4.0 Methodology

This section describes the data and analytical methods used to locate highway truck bottlenecks and calculate truck hours of delay. The analysis involved three steps:

1. Locating highway bottlenecks;
2. Determining truck volumes at the bottlenecks; and
3. Estimating truck hours of delay at the bottlenecks.

4.1 Locating Highway Bottlenecks

The first step was to locate highway truck bottlenecks. The bottlenecks were located by scanning the FHWA Highway Performance Monitoring System (HPMS) database for highway sections that were highly congested as indicated by a high volume of traffic in proportion to the available roadway capacity (the volume-to-capacity ratio).

The information in the HPMS database is submitted by State DOTs and compiled by the FHWA annually. The HPMS database describes physical and traffic conditions for all major roads in the United States. For reporting purposes, the roadways are divided into sections. The average HPMS roadway section in urban areas is 0.7 miles long. In rural areas HPMS roadway sections are longer; they average 2 miles long and can range up to 20 miles or more in length in very isolated areas.
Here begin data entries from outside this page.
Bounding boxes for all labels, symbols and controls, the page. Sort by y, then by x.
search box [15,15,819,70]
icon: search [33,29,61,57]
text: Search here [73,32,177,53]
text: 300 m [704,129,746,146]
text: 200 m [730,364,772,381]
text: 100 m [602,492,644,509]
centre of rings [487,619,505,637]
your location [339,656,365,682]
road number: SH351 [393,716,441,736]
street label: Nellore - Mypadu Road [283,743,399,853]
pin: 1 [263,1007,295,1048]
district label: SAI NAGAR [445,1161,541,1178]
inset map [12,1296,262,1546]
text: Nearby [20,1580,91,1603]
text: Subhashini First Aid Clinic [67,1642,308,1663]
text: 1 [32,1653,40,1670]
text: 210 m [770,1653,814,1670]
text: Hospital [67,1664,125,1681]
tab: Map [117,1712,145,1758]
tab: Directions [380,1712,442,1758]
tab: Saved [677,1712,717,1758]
The HPMS has two databases: the Universe database, which reports physical and traffic conditions on all sections on all major roads, providing about 30 data elements describing each highway section; and the Sample database, which covers a limited number of roadway sections, but provides over 100 data elements for each section. These sections are a statistically selected sample, designed so that information reported on traffic volumes and conditions in the sample sections can be extrapolated to represent other similar, but unsampled, sections.
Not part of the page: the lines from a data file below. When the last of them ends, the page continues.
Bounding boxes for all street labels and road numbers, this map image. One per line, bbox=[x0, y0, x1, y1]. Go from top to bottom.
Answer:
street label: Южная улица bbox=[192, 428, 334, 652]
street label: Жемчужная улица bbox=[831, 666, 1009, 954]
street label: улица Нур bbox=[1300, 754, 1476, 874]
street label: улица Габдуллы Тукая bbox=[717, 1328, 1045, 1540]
The HPMS 2002 Universe database was used to scan for interchange bottlenecks on urban Interstate highway sections. From prior work with the HPMS, we knew that almost all urban Interstate interchanges or their adjoining sections were represented in the Universe database. The HPMS Universe database reports traffic volumes for each section but not highway capacity. Capacity was calculated from information on the type of roadway, number of lanes, and default values for lane width, shoulder width, and percent trucks.
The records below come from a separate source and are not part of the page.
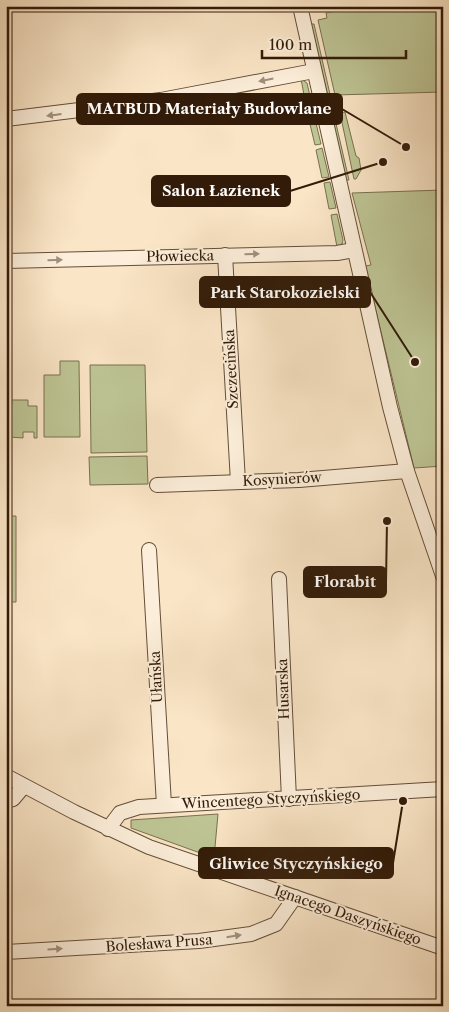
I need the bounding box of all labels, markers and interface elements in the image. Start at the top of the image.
scale bar [262,28,405,60]
text: 100 m [269,35,312,54]
one-way arrow [259,76,274,84]
callout: MATBUD Materiały Budowlane [77,94,342,124]
text: MATBUD Materiały Budowlane [87,99,331,118]
one-way arrow [46,111,62,119]
callout: Salon Łazienek [152,176,290,206]
text: Salon Łazienek [162,181,281,200]
street label: Płowiecka [146,246,215,266]
one-way arrow [245,250,261,258]
one-way arrow [47,255,63,263]
callout: Park Starokozielski [200,277,370,307]
text: Park Starokozielski [210,283,360,302]
street label: Szczecińska [220,328,242,409]
street label: Kosynierów [242,468,322,490]
callout: Florabit [304,567,386,597]
text: Florabit [314,572,376,591]
street label: Ułańska [146,650,166,704]
street label: Husarska [273,658,293,720]
street label: Wincentego Styczyńskiego [180,785,361,813]
callout: Gliwice Styczyńskiego [199,848,393,878]
text: Gliwice Styczyńskiego [209,854,383,873]
street label: Ignacego Daszyńskiego [272,881,424,949]
street label: Bolesława Prusa [105,930,214,956]
one-way arrow [227,932,243,940]
one-way arrow [47,945,63,953]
After the initial scan, these capacity estimates were replaced with more refined estimates of capacity provided by Battelle. These were calculated by identifying the nearest HPMS Sample section, then extrapolating detailed information from the Sample section to the Universe section to more accurately estimate capacity. The refined capacity estimates provided by Battelle were used in all subsequent delay calculations.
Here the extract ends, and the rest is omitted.